■ **Problem to work on**:
Through the line with "flex:none; width:33px; height:33px;" and starting from the first line, return the records below word for word, with pictures left out.

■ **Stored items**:
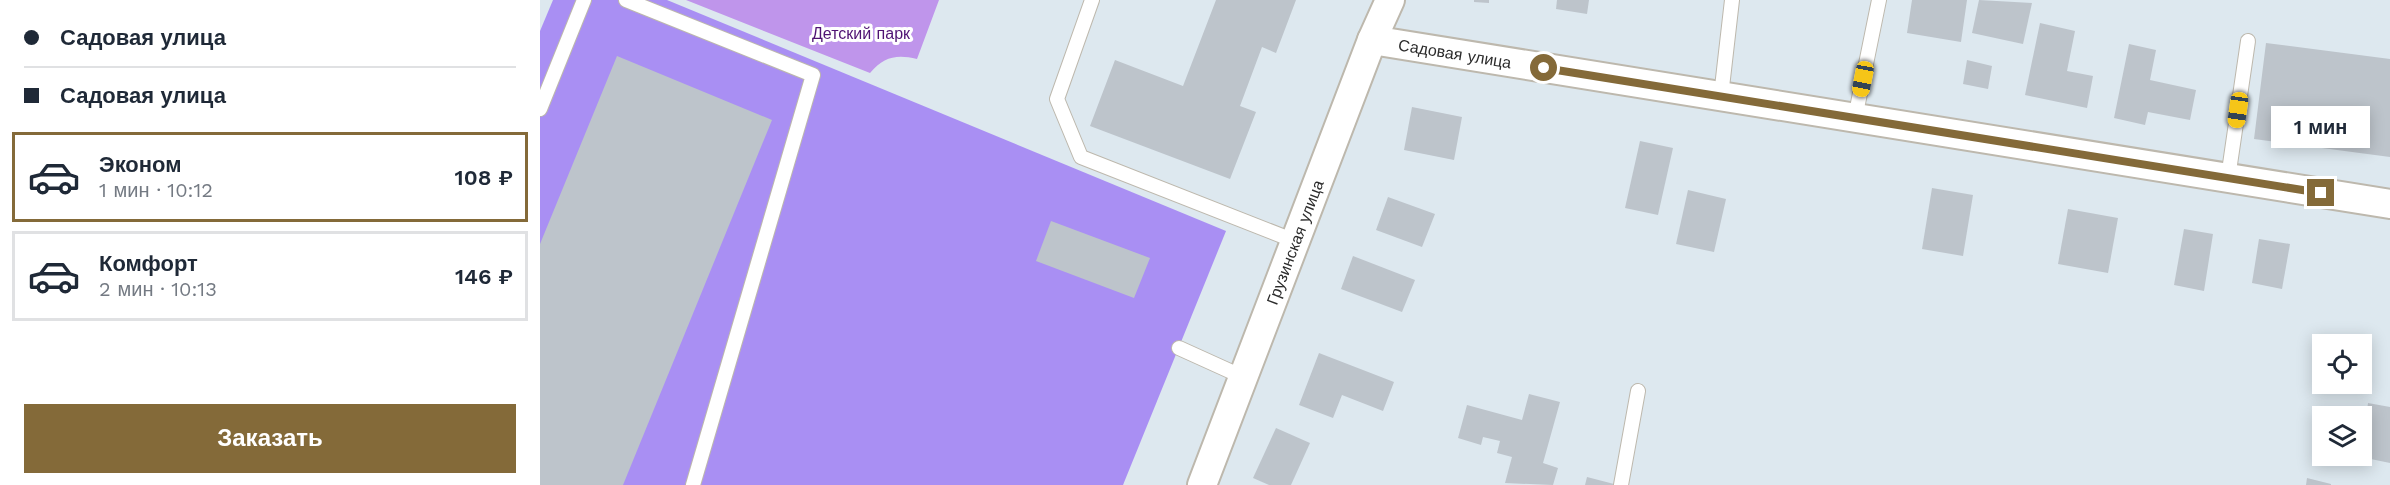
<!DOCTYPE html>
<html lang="ru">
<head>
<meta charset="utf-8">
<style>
	body { margin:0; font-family:"Work Sans",sans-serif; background:#f2f2f3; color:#1f2937; height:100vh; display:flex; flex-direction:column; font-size:22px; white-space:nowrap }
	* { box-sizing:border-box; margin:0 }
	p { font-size:20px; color:#747a83 }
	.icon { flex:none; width:33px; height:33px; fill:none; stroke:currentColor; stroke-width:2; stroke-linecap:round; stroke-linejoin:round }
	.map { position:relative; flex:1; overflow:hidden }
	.side { display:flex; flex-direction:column; background:#fff; width:540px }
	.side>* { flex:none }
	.hud { display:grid; align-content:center; height:132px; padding:0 24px; background:#fff }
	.fabs { position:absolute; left:1772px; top:334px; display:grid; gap:12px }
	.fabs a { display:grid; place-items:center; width:60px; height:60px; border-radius:0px; background:#fff; box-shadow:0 3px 15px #0003; font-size:30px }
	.end { position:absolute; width:27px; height:27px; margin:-14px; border:8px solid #846a39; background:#fff; box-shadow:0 0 0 3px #fff }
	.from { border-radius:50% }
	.bubble { position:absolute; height:42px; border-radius:0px; background:#fff; box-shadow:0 3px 15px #0003; font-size:20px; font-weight:600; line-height:42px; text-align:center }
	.car { position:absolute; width:18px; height:36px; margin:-18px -9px; border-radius:8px; box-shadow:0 0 4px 2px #0007; background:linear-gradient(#f5c518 24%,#345 0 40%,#f5c518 0 76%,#345 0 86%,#f5c518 0) }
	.hud b { display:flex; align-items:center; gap:21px; height:57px; font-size:22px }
	.hud b+b { border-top:2px solid #e0e1e3 }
	.hud i { width:15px; height:15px; background:#1f2937 }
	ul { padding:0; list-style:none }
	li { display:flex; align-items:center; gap:18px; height:90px; margin:0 12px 9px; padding:0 12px; border:3px solid #e0e1e3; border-radius:0px }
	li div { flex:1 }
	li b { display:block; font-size:22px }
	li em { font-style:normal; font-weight:600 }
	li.current { border-color:#846a39 }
	li>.icon { width:54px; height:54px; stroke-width:1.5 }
	.cta { display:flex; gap:12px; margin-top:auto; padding:12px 24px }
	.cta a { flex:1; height:69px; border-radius:0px; background:#846a39; color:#fff; font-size:24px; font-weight:600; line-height:69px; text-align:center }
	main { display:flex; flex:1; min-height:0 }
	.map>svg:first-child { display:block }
</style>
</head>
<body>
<main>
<section class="side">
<div class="hud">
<b><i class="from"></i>Садовая улица</b>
<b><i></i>Садовая улица</b>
</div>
<ul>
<li class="current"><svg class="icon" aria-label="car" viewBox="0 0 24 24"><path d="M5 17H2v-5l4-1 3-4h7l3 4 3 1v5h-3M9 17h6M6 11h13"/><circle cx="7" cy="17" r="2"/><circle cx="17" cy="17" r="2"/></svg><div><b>Эконом</b><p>1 мин · 10:12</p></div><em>108 ₽</em></li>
<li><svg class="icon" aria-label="car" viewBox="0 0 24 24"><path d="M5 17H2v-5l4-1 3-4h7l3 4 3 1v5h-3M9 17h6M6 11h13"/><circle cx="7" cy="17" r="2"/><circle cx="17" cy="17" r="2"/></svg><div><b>Комфорт</b><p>2 мин · 10:13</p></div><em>146 ₽</em></li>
</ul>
<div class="cta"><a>Заказать</a></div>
</section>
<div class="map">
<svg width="1850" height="485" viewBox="0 0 1850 485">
	<rect width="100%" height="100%" fill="#dde8ef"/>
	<!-- green -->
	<path fill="#bf95eb" d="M146 0H399L377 59C356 54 344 57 330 73Z"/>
	<!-- pitch -->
	<polygon fill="#a98ff3" points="13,0 127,0 686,231 583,485 0,485 0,31"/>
	<!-- building -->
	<g fill="#bdc4cb">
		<polygon points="676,0 756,0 736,53 722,47 700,106 716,112 690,179 550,126 575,60 643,86"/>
		<polygon points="934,0 949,0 949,3 934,2"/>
		<polygon points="1017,0 1049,0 1047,14 1016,9"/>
		<polygon points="1372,0 1427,0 1421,42 1367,33"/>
		<polygon points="1439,0 1492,3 1483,44 1432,33"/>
		<polygon points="1500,23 1535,31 1527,71 1553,76 1547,108 1485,95"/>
		<polygon points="1726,43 1850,59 1850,157 1714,139"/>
		<polygon points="1589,44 1616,50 1610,80 1656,90 1650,120 1608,112 1605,125 1574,118"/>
		<polygon points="77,56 232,120 83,485 0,485 0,244"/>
		<polygon points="1427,60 1452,66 1448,89 1423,84"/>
		<polygon points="872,107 922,117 914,160 864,150"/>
		<polygon points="1100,141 1133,148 1118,215 1085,208"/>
		<polygon points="1392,188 1433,195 1423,256 1382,249"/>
		<polygon points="1148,190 1186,199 1174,252 1136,244"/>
		<polygon points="848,197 895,214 882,247 836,230"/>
		<polygon points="1528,209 1578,218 1568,273 1518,264"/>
		<polygon points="511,221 610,258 594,298 496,261"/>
		<polygon points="1644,229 1673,234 1664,291 1634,285"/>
		<polygon points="1719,239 1750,244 1742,289 1712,283"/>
		<polygon points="813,256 875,280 862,312 801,289"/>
		<polygon points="779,353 854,382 843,411 802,395 793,418 759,405"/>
		<polygon points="989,394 1020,402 1003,463 1018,468 1013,485 965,483 972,457 957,453 960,441 943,437 941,445 918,438 927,405 982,420"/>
		<polygon points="1828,403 1850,407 1850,463 1821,457"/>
		<polygon points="736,428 770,443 751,485 729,485 713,478"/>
		<polygon points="1047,477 1074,484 1074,485 1045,485"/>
		<polygon points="1767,478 1791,484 1791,485 1766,485"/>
	</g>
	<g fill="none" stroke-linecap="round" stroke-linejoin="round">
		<!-- lane casing -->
		<g stroke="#bdb8ad" stroke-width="16">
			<g id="lane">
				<polyline points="86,0 273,75 153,485"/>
				<polyline points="552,0 517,99 541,157 755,241"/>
				<polyline points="1181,96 1192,0"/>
				<polyline points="0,109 44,0"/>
				<polyline points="1315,118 1339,0"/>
				<polyline points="1688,178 1708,41"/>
				<polyline points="639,348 703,377"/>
				<polyline points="1081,485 1098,391"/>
			</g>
		</g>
		<!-- street casing -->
		<g stroke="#bdb8ad" stroke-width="32">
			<g id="street">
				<path id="s1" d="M832 40 1850 204"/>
				<path id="s2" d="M662 485 832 40 850 0"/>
			</g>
		</g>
		<!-- lane -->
		<use href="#lane" stroke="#fff" stroke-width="14"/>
		<!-- street -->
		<use href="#street" stroke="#fff" stroke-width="28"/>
	</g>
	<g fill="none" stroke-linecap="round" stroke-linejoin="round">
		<!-- route -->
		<polyline stroke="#846a39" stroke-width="8" points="1004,68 1781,193"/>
	</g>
	<g text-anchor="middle" stroke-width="6" stroke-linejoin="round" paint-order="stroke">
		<!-- park labels -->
		<g font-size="16" fill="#4f1373" stroke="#fff">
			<text x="321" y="39">Детский парк</text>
		</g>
		<!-- street labels -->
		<g font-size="16" fill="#2c2c2c" stroke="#fff">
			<text dy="6" stroke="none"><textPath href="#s1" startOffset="84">Садовая улица</textPath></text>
			<text dy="6" stroke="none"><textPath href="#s2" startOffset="260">Грузинская улица</textPath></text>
		</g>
	</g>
</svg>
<div class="fabs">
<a><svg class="icon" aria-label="locate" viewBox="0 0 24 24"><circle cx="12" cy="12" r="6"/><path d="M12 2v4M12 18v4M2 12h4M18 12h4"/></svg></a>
<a><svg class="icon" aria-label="layers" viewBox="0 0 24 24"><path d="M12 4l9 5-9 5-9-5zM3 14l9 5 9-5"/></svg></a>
</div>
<i class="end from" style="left:1004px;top:68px"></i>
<i class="end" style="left:1781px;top:193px"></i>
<div class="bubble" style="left:1731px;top:106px;width:99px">1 мин</div>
<i class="car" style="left:1323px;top:79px;rotate:191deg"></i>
<i class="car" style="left:1698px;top:110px;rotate:188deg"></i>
</div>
</main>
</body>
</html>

■ **Output of the exercise**:
<!DOCTYPE html>
<html lang="ru">
<head>
<meta charset="utf-8">
<style>
	body { margin:0; font-family:"Work Sans",sans-serif; background:#f2f2f3; color:#1f2937; height:100vh; display:flex; flex-direction:column; font-size:22px; white-space:nowrap }
	* { box-sizing:border-box; margin:0 }
	p { font-size:20px; color:#747a83 }
	.icon { flex:none; width:33px; height:33px; fill:none; stroke:currentColor; stroke-width:2; stroke-linecap:round; stroke-linejoin:round }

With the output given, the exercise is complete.